#### EXTRACTED DATA:
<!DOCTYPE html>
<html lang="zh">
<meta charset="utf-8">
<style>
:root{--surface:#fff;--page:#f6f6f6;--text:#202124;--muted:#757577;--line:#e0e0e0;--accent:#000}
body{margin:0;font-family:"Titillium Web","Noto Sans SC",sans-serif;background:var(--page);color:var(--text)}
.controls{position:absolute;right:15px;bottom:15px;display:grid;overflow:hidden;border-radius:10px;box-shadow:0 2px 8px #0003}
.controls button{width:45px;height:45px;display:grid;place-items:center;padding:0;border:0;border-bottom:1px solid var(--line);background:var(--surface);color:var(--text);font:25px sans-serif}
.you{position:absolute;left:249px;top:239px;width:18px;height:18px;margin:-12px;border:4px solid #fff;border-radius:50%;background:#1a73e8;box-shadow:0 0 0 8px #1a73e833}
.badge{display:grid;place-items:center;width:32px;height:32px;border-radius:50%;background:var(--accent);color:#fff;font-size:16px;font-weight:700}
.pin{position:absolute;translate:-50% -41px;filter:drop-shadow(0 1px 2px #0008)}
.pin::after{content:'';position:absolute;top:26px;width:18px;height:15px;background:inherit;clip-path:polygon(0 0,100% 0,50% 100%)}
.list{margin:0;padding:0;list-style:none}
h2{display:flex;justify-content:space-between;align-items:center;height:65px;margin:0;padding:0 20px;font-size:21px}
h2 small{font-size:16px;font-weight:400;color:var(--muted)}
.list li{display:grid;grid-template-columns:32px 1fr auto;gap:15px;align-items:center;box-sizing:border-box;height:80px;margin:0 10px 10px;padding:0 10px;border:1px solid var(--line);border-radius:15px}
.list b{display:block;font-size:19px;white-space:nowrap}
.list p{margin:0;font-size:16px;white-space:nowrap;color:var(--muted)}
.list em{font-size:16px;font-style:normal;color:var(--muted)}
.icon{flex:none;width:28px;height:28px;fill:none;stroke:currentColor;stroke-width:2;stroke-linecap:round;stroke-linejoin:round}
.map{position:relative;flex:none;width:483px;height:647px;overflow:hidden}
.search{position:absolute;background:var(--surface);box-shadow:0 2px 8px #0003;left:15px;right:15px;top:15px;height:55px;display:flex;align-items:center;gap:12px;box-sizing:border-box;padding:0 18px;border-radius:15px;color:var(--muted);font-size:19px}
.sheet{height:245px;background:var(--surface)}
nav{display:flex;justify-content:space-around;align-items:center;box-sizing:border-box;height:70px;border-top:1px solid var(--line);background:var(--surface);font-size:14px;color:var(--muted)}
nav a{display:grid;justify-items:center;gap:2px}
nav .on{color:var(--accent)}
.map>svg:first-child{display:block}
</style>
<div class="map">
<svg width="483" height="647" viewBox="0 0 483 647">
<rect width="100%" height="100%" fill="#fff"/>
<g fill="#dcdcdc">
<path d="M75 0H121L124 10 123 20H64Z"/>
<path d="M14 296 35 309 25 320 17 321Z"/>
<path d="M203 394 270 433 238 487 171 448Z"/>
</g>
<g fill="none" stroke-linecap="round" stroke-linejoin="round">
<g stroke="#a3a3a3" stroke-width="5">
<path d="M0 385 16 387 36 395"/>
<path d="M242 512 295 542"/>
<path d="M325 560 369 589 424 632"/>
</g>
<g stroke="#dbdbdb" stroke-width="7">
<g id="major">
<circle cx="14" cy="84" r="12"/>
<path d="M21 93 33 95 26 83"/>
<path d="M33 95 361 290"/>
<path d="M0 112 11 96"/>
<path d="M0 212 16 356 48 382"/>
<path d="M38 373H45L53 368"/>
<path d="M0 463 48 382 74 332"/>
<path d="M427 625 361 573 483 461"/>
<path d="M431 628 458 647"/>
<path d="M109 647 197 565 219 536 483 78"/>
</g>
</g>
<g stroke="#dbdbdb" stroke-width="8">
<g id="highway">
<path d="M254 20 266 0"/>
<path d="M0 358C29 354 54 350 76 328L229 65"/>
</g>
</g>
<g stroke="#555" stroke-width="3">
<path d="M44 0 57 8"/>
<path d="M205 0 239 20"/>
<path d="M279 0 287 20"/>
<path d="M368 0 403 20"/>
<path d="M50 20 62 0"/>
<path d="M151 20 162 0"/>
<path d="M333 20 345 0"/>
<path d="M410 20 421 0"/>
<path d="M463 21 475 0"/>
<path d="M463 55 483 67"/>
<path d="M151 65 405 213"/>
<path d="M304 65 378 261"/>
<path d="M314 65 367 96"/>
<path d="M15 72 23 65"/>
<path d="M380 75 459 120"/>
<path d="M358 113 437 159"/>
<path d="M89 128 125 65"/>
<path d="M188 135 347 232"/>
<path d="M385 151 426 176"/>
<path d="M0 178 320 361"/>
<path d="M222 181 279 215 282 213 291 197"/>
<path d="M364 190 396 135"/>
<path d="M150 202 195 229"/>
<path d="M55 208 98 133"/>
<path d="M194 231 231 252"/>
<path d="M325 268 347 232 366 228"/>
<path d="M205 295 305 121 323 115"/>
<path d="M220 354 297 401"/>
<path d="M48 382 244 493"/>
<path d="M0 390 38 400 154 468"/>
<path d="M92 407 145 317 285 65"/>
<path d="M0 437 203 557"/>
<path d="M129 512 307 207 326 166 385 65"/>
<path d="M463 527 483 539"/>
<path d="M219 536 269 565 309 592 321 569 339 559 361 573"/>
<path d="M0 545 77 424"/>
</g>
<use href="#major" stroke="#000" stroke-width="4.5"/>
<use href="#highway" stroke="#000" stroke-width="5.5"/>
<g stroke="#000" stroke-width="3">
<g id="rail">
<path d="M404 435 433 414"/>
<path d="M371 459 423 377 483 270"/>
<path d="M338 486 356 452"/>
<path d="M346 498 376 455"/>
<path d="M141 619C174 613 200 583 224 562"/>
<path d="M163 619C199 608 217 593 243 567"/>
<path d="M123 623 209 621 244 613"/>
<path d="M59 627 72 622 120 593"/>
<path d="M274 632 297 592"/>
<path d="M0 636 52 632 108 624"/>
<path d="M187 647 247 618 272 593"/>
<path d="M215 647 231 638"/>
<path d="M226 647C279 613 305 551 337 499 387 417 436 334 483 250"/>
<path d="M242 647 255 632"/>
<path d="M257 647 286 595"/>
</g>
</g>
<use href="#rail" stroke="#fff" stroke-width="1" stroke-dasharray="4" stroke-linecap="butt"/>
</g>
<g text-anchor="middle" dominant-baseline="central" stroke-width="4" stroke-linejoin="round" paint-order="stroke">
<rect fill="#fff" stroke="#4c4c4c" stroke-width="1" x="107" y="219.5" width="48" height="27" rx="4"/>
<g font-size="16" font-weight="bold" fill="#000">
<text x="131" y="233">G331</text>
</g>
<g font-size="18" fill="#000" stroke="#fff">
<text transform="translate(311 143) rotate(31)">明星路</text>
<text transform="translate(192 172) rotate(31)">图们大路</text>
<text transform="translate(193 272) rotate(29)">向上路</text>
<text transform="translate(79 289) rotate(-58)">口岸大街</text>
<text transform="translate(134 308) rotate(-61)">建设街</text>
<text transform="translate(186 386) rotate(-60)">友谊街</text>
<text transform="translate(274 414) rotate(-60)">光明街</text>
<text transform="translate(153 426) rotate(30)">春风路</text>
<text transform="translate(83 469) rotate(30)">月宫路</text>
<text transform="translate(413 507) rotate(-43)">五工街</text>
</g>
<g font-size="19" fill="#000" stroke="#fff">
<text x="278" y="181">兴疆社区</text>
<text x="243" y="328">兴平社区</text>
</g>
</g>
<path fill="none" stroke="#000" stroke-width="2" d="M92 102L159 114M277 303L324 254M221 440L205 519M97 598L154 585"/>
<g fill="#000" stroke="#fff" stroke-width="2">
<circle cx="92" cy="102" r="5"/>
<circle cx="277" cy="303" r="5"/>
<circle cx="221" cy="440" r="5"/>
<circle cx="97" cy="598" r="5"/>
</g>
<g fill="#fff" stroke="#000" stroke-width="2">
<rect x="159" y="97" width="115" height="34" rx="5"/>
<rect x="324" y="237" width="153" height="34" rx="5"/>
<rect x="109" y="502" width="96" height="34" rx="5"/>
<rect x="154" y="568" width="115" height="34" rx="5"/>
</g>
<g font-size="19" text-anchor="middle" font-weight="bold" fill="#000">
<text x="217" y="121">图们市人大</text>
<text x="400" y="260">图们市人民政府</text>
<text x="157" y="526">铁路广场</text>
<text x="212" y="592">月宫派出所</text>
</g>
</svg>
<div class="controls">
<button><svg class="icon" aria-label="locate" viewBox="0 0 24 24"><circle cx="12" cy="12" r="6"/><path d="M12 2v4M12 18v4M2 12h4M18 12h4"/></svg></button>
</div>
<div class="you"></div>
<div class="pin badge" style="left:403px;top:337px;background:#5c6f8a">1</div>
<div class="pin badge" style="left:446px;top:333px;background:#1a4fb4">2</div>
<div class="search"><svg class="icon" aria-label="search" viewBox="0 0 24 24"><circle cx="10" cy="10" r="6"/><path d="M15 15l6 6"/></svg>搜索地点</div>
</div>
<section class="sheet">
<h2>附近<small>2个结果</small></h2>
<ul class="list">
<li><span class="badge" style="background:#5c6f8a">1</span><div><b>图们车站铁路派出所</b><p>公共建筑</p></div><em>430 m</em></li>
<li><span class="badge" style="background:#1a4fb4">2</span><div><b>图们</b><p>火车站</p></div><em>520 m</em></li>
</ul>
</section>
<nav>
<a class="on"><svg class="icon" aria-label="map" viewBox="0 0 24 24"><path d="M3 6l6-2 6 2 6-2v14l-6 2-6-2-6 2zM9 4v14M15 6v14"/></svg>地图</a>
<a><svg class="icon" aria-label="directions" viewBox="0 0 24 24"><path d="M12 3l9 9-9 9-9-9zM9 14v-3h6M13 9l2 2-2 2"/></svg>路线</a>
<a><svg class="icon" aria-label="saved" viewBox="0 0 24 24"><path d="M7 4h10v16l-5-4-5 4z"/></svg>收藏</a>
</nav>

#### EXERCISE GOAL:
Your answer should be the lines from the one containing "<h2>附近<small>2个结果</small></h2>" to the end of the entries above, restated exactly and alone.

#### EXERCISE OUTPUT:
<h2>附近<small>2个结果</small></h2>
<ul class="list">
<li><span class="badge" style="background:#5c6f8a">1</span><div><b>图们车站铁路派出所</b><p>公共建筑</p></div><em>430 m</em></li>
<li><span class="badge" style="background:#1a4fb4">2</span><div><b>图们</b><p>火车站</p></div><em>520 m</em></li>
</ul>
</section>
<nav>
<a class="on"><svg class="icon" aria-label="map" viewBox="0 0 24 24"><path d="M3 6l6-2 6 2 6-2v14l-6 2-6-2-6 2zM9 4v14M15 6v14"/></svg>地图</a>
<a><svg class="icon" aria-label="directions" viewBox="0 0 24 24"><path d="M12 3l9 9-9 9-9-9zM9 14v-3h6M13 9l2 2-2 2"/></svg>路线</a>
<a><svg class="icon" aria-label="saved" viewBox="0 0 24 24"><path d="M7 4h10v16l-5-4-5 4z"/></svg>收藏</a>
</nav>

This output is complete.